None of this worked, to the despair of his parents. So Covey began researching the difference between the prevailing concept of success from the past few centuries (essentially linked to the idea of making it in life, creating a method for staying focused) and the one that was developed after World War II, more oriented toward projecting an image to society, and informed by the passing techniques involving influence, power strategies, etc. He called these the character ethic and the personality ethic. Covey and his wife realized that the problem was not their son, but how they saw him. That unconscious image of themselves that they were projecting onto their son was overwhelming to him, and he perceived this demand to live up to his parents’ expectations and the “disconnect” with it. The outcome of this story is best told by Covey himself, as an example of overcoming a personal fear and its influence on the dysfunctional relationship with his son:
“Through deep thought and the exercise of faith and prayer, we started to see our son in terms of his own happiness. We saw within him layers and layers of potential that would be realized at his own pace and speed. We decided to relax and get out of his way and let his own personality emerge. We saw our natural role as being to affirm, enjoy and value him. We also conscientiously worked on our motives and cultivated internal sources of security so that our own feelings of worth were not dependent on our children’s ‘acceptable’ behavior.
As we loosened up our old perception of our son and developed value-based motives, new feelings began to emerge. We found ourselves enjoying him instead of comparing or judging him. We stopped trying to clone him in our own image or measure him against social expectations. We stopped trying to kindly, positively manipulate him into an acceptable social mold. Because we saw him as fundamentally adequate and able to cope with life, we stopped protecting him against the ridicule of others.” (The 7 Habits of Highly Effective People, page 20. Stephen Covey)
The results were immediate, explains Covey, filled with a healthy pride about how their son was maturing and discovering his own uniqueness. He makes it clear that no decision is more important than those concerning how we look at reality.

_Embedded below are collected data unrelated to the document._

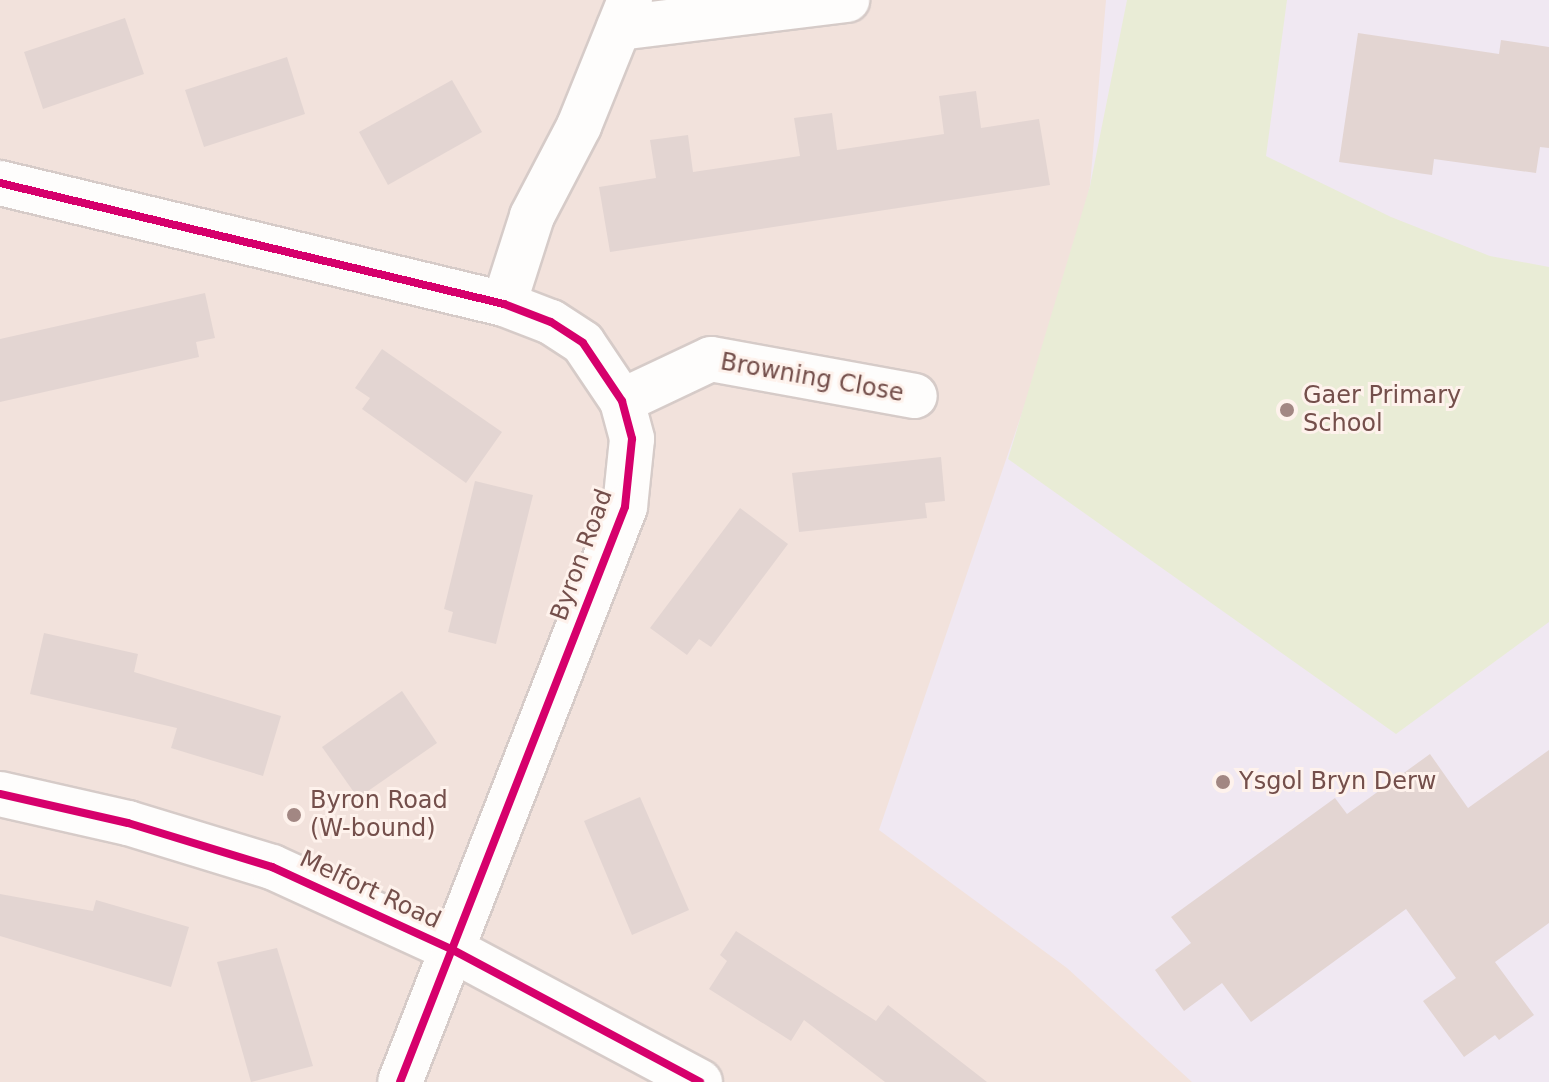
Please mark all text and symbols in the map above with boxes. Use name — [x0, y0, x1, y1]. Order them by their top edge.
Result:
street label: Browning Close — [718, 348, 906, 408]
place label: Gaer Primary School — [1303, 382, 1461, 438]
marker: Gaer Primary School — [1278, 401, 1296, 419]
street label: Byron Road — [545, 485, 619, 625]
place label: Ysgol Bryn Derw — [1239, 768, 1436, 796]
marker: Ysgol Bryn Derw — [1214, 773, 1232, 791]
place label: Byron Road (W-bound) — [310, 787, 448, 843]
marker: Byron Road (W-bound) — [285, 806, 303, 824]
street label: Melfort Road — [295, 845, 445, 935]

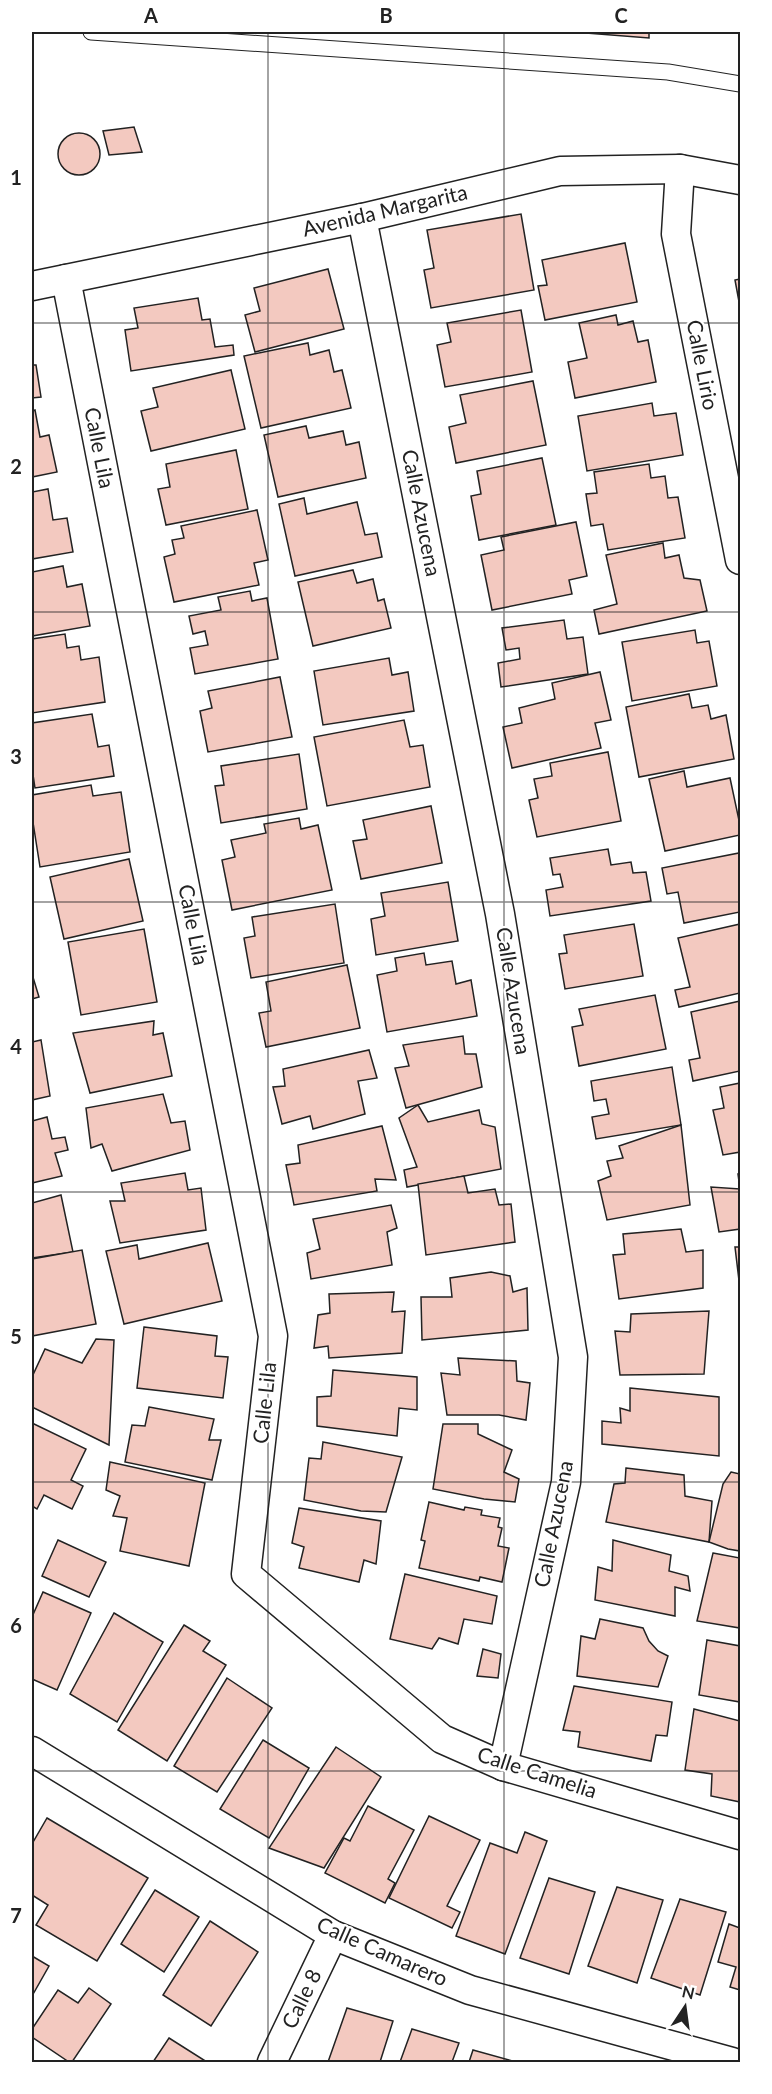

At the end of the day, what can we learn from our fears? Ultimately, we have to understand the dynamics existing between five variables: key events in our lives (especially in childhood), fears, desires, beliefs which we view reality and behaviors. To turn a dysfunctional behavior into a functional one that allows us to live to the fullest, the recipe is seemingly simple: identify the greatest desire that we have and that will lead us to discover the greatest fear (exactly the opposite). Many times it will derive from an event (or several) that impacted our childhood. And once we locate the fear, understand the framework of beliefs that we have built to escape from that fear and open the door to the opposite desire. Lastly, challenge these beliefs: replace the “false” beliefs with others that are more in tune with reality and make it possible to choose more intelligent behaviors.